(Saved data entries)

======

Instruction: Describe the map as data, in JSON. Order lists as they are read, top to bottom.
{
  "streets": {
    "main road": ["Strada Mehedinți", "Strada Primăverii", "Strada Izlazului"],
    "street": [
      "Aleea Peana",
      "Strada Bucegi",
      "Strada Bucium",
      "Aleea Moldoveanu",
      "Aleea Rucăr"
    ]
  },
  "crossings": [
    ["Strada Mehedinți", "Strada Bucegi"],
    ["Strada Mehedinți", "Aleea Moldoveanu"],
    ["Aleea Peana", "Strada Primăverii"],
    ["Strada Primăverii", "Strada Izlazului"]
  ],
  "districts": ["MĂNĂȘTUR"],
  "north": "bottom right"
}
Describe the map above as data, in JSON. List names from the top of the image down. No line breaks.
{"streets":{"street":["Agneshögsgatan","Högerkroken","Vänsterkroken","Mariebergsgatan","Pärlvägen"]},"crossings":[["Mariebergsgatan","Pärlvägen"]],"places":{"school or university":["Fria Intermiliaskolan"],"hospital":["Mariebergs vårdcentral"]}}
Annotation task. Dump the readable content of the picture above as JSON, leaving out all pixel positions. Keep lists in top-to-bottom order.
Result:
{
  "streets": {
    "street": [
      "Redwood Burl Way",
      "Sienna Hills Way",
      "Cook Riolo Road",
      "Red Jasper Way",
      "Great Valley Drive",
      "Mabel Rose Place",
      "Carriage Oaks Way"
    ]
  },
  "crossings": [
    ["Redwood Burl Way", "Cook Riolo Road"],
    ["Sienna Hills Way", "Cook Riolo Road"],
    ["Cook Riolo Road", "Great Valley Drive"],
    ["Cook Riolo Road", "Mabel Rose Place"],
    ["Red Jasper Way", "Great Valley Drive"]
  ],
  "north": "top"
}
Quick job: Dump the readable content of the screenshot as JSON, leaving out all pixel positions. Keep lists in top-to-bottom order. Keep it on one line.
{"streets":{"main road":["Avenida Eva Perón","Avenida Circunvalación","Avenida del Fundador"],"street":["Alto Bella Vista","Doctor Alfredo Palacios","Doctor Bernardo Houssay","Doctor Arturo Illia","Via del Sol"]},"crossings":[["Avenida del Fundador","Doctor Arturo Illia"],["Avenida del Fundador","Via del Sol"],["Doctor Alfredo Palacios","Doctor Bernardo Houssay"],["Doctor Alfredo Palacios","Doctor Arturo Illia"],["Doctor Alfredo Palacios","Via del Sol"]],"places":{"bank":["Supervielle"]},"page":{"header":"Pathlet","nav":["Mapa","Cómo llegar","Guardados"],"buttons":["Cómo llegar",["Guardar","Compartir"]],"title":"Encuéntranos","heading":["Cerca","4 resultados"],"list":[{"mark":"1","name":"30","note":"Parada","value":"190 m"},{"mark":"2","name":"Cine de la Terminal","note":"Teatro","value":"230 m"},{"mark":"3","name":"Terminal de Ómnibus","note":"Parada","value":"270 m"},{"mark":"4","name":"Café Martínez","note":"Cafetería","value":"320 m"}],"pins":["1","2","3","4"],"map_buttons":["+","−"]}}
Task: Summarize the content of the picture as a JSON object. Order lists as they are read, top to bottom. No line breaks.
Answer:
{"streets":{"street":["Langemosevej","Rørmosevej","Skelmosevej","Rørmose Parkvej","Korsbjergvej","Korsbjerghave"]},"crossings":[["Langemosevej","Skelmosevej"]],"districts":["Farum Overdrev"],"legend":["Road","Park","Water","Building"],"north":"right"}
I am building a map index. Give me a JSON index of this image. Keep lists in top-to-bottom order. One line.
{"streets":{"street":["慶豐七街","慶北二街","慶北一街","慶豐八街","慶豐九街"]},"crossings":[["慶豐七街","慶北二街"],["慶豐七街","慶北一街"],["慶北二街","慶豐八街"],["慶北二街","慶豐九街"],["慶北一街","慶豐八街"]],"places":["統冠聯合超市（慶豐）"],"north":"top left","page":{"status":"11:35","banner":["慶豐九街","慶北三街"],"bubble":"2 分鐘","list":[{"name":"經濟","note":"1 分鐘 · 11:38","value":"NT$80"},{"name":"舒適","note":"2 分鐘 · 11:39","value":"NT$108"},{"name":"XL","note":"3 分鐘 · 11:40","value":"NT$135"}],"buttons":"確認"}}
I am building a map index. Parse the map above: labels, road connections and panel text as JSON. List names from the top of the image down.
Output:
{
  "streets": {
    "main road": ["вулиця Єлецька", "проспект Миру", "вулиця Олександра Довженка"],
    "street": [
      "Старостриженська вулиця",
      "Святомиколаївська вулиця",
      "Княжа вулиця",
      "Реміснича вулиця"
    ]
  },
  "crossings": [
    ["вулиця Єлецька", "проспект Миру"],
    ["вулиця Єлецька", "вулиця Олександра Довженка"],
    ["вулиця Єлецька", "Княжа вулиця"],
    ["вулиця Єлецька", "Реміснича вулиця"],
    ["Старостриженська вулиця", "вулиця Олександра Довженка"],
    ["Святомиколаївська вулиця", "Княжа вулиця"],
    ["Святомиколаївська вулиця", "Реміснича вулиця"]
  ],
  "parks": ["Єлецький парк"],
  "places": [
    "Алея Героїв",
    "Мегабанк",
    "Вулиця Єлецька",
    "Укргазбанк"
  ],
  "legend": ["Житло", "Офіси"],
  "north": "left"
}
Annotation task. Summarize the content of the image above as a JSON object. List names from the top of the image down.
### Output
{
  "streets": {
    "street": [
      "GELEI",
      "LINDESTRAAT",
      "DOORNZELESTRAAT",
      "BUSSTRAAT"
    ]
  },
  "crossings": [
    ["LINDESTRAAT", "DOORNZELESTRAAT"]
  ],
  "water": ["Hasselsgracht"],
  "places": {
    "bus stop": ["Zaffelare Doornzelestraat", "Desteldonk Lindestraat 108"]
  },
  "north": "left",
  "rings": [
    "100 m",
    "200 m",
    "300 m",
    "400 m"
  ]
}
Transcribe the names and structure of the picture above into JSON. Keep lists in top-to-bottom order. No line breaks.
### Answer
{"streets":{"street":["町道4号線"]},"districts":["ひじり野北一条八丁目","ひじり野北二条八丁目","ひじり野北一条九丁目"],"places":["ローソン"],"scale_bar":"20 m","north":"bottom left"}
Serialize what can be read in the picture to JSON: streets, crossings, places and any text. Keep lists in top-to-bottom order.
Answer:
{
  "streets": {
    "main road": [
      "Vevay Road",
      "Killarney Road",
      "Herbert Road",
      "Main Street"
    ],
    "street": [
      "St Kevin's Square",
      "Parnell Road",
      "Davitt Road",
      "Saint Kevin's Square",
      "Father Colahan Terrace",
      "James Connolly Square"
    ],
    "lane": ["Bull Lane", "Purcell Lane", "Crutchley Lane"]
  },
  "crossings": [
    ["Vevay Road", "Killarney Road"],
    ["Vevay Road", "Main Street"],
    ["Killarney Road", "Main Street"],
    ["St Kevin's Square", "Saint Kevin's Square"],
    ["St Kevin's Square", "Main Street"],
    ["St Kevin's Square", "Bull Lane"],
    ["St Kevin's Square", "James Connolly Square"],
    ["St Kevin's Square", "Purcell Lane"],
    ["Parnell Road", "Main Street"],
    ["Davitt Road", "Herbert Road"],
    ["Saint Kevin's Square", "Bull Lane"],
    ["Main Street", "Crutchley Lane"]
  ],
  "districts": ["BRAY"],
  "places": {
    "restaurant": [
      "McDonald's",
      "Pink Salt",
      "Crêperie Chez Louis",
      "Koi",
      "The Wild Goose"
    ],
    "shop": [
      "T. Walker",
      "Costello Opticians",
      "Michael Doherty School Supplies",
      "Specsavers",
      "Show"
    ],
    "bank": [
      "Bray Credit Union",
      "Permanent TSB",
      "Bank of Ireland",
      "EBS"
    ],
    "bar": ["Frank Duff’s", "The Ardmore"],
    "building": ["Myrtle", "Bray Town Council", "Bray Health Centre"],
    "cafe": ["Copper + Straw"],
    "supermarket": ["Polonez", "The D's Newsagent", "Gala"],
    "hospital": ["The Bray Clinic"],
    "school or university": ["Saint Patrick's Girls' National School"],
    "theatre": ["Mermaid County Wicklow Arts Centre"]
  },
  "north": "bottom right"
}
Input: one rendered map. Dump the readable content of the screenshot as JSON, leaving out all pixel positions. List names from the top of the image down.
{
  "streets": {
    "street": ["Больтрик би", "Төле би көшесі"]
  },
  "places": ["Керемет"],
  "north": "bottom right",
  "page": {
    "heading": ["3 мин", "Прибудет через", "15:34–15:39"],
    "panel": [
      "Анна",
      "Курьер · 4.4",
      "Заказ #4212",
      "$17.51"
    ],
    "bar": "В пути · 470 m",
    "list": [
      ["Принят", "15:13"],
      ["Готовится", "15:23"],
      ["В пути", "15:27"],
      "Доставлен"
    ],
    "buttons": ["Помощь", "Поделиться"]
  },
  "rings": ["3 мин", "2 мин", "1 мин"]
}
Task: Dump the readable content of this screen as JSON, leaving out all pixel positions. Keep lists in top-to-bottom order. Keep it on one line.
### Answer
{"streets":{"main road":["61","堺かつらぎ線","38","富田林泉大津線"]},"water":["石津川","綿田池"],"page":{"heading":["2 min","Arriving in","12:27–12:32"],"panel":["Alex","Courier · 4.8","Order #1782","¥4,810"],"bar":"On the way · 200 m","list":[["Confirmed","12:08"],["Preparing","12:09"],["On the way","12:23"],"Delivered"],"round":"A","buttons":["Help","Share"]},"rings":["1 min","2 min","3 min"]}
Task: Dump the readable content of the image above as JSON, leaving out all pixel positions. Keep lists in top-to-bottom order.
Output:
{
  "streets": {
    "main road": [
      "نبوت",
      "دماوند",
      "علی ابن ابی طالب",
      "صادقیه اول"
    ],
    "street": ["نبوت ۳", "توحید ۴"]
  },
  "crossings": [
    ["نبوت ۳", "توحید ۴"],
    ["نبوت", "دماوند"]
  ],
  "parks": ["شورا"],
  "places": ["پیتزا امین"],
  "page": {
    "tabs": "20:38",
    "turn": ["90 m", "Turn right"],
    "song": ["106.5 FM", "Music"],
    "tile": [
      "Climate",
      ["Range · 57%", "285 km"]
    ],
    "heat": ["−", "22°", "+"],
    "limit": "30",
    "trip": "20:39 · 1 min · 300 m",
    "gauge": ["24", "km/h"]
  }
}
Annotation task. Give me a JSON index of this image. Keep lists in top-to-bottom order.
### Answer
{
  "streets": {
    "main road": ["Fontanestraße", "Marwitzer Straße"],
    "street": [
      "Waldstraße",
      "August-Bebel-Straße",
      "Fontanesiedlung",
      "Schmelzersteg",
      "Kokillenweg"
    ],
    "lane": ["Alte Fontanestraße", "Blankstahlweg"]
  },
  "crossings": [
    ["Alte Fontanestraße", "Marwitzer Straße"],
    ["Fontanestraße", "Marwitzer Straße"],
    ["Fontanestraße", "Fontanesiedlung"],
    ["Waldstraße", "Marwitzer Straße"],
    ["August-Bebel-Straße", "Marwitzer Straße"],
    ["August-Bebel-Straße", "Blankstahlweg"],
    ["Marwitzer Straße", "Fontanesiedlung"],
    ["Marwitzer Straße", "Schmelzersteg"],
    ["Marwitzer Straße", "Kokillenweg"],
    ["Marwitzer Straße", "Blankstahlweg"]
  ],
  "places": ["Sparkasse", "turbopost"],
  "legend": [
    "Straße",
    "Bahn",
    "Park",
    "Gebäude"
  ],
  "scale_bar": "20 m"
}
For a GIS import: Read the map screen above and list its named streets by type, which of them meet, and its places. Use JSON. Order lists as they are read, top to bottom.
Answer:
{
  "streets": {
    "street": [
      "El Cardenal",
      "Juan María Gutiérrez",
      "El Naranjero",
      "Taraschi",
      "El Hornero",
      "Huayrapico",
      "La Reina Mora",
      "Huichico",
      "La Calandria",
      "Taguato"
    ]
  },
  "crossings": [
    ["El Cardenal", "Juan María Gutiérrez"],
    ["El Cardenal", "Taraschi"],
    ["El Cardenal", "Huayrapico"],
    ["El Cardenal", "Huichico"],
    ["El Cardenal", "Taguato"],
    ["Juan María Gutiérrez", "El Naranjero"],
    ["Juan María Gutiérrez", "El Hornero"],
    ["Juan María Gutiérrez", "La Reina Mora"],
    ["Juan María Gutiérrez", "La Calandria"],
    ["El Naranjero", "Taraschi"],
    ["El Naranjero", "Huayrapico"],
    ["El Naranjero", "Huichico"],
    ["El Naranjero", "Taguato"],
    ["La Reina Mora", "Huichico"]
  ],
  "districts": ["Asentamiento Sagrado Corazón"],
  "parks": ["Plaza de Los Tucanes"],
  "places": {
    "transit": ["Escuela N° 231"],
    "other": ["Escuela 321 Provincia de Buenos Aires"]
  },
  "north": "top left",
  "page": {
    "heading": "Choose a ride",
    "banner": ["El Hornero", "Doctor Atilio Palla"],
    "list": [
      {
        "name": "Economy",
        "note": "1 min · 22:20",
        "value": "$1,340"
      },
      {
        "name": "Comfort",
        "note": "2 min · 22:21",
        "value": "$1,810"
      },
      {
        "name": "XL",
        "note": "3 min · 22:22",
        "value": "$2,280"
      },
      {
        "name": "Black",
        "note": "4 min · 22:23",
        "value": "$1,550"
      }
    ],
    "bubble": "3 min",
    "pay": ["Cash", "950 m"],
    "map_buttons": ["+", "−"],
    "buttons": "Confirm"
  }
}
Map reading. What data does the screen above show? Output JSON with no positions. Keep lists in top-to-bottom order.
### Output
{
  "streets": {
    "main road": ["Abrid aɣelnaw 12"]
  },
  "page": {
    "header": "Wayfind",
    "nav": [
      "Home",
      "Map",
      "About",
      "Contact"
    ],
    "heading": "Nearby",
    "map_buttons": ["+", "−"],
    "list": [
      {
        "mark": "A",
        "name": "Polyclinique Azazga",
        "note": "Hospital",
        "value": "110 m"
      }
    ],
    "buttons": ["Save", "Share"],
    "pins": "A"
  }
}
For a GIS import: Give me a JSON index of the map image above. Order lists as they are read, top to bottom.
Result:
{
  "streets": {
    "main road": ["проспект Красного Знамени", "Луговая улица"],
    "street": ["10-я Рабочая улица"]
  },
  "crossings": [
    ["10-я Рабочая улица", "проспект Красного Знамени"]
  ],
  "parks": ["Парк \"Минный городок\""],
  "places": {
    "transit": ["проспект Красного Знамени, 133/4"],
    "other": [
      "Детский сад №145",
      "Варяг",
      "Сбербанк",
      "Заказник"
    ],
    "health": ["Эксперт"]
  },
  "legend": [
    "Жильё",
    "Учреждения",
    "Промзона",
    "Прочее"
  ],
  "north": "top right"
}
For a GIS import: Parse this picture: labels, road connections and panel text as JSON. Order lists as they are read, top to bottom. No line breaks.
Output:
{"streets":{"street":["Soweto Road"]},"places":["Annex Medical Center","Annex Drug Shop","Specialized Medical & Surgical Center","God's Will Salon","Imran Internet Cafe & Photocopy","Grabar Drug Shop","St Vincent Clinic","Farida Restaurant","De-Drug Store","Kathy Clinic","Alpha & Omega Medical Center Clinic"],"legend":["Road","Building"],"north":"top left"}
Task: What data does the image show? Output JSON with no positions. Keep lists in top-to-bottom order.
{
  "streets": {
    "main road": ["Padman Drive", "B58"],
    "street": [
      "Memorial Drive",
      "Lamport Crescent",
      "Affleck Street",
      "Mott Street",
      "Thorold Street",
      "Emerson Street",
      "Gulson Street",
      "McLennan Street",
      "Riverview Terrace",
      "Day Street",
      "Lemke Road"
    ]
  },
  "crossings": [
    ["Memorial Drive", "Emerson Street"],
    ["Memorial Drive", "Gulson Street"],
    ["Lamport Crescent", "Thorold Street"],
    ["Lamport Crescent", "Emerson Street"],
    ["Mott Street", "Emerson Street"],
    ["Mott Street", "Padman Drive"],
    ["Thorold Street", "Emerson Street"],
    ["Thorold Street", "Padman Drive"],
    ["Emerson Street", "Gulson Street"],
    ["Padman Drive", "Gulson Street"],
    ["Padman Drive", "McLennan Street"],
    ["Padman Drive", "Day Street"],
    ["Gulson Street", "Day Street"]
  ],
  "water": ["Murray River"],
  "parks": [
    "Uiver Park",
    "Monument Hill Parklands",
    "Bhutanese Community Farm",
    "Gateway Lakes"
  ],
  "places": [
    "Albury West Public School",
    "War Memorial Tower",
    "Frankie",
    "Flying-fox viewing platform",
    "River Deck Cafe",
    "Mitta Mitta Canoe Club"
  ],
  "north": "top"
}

======

## Exercise aim
Your answer should be the lines above, from the line containing "I am building a map index. Give" up to and including the line containing "I am building a map index. Parse", reproduced exactly and with nothing else.

## Solved problem
I am building a map index. Give me a JSON index of this image. Keep lists in top-to-bottom order. One line.
{"streets":{"street":["慶豐七街","慶北二街","慶北一街","慶豐八街","慶豐九街"]},"crossings":[["慶豐七街","慶北二街"],["慶豐七街","慶北一街"],["慶北二街","慶豐八街"],["慶北二街","慶豐九街"],["慶北一街","慶豐八街"]],"places":["統冠聯合超市（慶豐）"],"north":"top left","page":{"status":"11:35","banner":["慶豐九街","慶北三街"],"bubble":"2 分鐘","list":[{"name":"經濟","note":"1 分鐘 · 11:38","value":"NT$80"},{"name":"舒適","note":"2 分鐘 · 11:39","value":"NT$108"},{"name":"XL","note":"3 分鐘 · 11:40","value":"NT$135"}],"buttons":"確認"}}
I am building a map index. Parse the map above: labels, road connections and panel text as JSON. List names from the top of the image down.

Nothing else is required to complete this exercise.